OTTUMWA — Union workers at Deere & Co. plants across the country could strike by Wednesday night after workers overwhelmingly voted down the company's latest contract offer.
The ongoing contract feud involves nearly 600 workers at the John Deere facility in Ottumwa, and about 7,000 workers in Iowa. In all, the contract covers more than 10,000 workers in several states and more than a dozen facilities.
According to a Facebook post by UAW Local 74, which represents workers of the Ottumwa facility, nearly 87% of workers rejected the company's offer. Employees are currently working on a short-term extension, which expires Friday.

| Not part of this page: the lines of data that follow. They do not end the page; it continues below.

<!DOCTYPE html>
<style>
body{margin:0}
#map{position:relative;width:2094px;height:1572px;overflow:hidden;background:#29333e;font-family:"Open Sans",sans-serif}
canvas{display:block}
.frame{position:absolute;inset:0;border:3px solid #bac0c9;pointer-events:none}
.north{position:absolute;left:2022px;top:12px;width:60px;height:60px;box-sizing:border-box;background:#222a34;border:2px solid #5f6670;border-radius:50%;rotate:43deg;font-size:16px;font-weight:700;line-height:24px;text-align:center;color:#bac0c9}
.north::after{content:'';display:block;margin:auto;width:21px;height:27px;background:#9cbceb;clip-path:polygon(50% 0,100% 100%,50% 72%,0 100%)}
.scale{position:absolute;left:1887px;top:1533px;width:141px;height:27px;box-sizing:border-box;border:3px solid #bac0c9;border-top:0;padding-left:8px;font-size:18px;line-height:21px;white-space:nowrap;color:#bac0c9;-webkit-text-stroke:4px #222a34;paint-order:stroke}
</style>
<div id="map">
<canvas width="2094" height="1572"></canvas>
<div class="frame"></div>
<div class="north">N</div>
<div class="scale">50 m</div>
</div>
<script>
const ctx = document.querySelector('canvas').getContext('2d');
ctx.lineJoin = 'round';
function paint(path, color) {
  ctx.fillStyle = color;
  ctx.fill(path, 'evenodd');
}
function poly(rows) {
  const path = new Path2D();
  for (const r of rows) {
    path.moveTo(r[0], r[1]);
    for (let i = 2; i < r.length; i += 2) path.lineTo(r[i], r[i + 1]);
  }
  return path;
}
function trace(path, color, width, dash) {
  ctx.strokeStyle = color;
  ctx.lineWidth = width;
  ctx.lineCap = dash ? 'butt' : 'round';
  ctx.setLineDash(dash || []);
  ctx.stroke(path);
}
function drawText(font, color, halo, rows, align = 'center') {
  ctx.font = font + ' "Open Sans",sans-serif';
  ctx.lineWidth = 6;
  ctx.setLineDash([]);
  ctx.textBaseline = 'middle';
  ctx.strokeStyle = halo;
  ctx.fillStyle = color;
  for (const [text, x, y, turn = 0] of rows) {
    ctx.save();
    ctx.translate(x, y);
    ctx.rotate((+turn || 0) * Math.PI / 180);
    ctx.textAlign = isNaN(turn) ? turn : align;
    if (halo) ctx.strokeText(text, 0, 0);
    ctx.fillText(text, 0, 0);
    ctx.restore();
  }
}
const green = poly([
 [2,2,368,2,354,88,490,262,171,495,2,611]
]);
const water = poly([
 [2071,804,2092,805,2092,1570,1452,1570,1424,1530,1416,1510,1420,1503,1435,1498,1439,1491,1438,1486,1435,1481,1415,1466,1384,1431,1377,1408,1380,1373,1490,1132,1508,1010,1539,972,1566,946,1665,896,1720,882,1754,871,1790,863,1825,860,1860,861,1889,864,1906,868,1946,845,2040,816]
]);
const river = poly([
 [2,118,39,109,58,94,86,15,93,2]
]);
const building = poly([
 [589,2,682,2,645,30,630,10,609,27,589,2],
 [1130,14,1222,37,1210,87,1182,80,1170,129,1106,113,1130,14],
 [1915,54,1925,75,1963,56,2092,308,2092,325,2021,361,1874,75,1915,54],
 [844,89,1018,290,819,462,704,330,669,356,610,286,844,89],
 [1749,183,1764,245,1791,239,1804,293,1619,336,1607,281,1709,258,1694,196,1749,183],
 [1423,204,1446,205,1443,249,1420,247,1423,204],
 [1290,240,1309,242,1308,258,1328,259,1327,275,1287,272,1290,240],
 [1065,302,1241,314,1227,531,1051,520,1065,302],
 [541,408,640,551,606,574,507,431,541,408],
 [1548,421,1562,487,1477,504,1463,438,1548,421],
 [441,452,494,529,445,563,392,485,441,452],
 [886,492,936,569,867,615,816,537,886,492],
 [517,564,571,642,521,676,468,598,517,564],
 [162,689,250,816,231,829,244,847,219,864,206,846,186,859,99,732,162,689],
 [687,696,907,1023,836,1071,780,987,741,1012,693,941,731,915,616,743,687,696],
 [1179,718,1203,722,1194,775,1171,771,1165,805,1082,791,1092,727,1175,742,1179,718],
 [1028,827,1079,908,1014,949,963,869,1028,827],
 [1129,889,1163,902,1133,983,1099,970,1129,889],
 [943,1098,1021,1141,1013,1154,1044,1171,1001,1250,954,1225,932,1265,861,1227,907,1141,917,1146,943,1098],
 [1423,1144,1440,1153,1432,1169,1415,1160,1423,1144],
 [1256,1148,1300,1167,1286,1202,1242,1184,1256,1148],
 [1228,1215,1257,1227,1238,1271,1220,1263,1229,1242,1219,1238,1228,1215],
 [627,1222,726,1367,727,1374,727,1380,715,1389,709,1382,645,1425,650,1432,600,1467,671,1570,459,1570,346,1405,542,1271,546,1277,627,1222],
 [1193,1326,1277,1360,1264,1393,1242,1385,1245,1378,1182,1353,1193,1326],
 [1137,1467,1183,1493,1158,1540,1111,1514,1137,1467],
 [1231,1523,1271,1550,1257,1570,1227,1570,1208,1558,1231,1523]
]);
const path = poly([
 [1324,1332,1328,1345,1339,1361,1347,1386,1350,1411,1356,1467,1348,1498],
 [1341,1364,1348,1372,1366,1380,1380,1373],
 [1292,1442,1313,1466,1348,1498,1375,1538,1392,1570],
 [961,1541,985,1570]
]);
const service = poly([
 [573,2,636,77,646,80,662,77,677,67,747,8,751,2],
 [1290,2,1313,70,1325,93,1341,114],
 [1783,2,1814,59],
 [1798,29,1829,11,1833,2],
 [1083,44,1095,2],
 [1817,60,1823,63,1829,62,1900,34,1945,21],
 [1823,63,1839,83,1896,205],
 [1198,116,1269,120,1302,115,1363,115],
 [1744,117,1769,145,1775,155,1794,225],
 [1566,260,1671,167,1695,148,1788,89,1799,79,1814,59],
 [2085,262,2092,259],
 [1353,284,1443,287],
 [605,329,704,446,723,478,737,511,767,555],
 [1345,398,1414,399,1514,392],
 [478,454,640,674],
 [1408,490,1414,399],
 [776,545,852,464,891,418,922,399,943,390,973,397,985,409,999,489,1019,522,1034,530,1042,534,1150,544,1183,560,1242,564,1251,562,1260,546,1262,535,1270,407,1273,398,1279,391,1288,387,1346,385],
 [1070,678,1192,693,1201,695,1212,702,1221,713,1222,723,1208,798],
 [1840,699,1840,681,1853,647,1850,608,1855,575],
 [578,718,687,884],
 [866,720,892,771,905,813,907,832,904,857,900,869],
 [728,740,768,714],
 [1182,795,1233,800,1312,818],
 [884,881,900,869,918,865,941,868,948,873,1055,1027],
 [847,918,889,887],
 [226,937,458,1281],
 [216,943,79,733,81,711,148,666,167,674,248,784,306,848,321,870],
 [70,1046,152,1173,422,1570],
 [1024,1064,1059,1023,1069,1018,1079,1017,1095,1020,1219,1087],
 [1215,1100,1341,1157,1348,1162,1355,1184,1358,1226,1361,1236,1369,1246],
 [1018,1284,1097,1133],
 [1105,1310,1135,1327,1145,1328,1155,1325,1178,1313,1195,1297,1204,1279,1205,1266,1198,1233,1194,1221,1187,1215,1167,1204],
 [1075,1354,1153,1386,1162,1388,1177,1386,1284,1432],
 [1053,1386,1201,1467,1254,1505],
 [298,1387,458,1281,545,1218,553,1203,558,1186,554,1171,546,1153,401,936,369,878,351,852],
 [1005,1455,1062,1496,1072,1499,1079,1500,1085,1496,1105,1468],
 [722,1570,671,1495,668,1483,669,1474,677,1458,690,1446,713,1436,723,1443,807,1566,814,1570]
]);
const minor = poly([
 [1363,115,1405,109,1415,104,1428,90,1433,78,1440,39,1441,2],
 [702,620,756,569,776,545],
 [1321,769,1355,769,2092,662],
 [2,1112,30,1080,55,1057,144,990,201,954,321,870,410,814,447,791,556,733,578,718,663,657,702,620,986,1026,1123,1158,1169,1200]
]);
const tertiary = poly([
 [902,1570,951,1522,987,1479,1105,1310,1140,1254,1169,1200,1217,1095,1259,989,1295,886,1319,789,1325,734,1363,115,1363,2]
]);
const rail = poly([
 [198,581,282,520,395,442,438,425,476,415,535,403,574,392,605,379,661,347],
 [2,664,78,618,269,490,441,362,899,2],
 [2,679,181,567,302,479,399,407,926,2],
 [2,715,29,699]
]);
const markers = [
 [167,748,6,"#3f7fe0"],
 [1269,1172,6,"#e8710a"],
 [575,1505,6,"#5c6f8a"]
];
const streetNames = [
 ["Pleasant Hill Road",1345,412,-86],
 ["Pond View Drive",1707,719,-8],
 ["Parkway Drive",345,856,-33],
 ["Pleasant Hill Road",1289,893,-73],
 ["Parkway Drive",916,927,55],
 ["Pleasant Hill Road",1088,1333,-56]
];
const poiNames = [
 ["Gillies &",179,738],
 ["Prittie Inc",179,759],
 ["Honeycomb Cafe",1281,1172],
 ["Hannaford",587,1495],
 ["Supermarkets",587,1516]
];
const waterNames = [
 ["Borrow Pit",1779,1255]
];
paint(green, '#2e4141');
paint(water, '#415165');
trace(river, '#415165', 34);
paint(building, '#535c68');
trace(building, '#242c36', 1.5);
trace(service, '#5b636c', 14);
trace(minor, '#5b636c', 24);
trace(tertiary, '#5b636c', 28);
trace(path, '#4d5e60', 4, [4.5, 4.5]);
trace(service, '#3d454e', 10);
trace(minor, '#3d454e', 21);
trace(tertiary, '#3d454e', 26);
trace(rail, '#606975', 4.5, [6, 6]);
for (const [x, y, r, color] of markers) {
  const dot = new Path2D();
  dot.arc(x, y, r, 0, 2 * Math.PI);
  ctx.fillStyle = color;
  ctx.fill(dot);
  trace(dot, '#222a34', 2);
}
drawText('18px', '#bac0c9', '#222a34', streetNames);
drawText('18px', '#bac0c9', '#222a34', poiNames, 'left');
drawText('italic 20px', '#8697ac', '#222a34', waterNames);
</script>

Chainwide, 90% of union workers rejected the proposed agreement. In other votes around the state, 93% of voters rejected in Waterloo, as did 86% in Davenport and 91% in Des Moines.
The union has told workers that negotiators will head back to the table with John Deere for a better offer. However, a deadline of 11:59 p.m. Wednesday has been set. If the company doesn't improve its offer by then, a strike will begin.
Last month, workers in the company authorized a strike with 99% support, should negotiators feel it became necessary. The last strike was in 1986, in the midst of the Farm crisis.
"John Deere remains fully committed to continuing the collective bargaining process in an effort to better understand our employee's viewpoints," said Brad Morris, vice president of labor relations for Deere & Company.
The proposed contract was a six-year deal struck by the United Auto Workers union and John Deere.
The contract dispute comes as the company is reporting record profits. This year, they expect to improve beyond their 2013 record by at least 61%, with projections of between $5.7 billion to $5.9 billion this fiscal year, which ends in November.
The proposed contract, which was endorsed by top union officials, would have resulted in an immediate pay raise of 5% to 6%, followed by additional 3% pay bumps in 2023 and 2025.
Deere's pension program would have been ended for new hires, starting Nov. 1 or later. Current employees, hired since 1997, would have seen an increased pension that still lagged behind longer-tenured employees.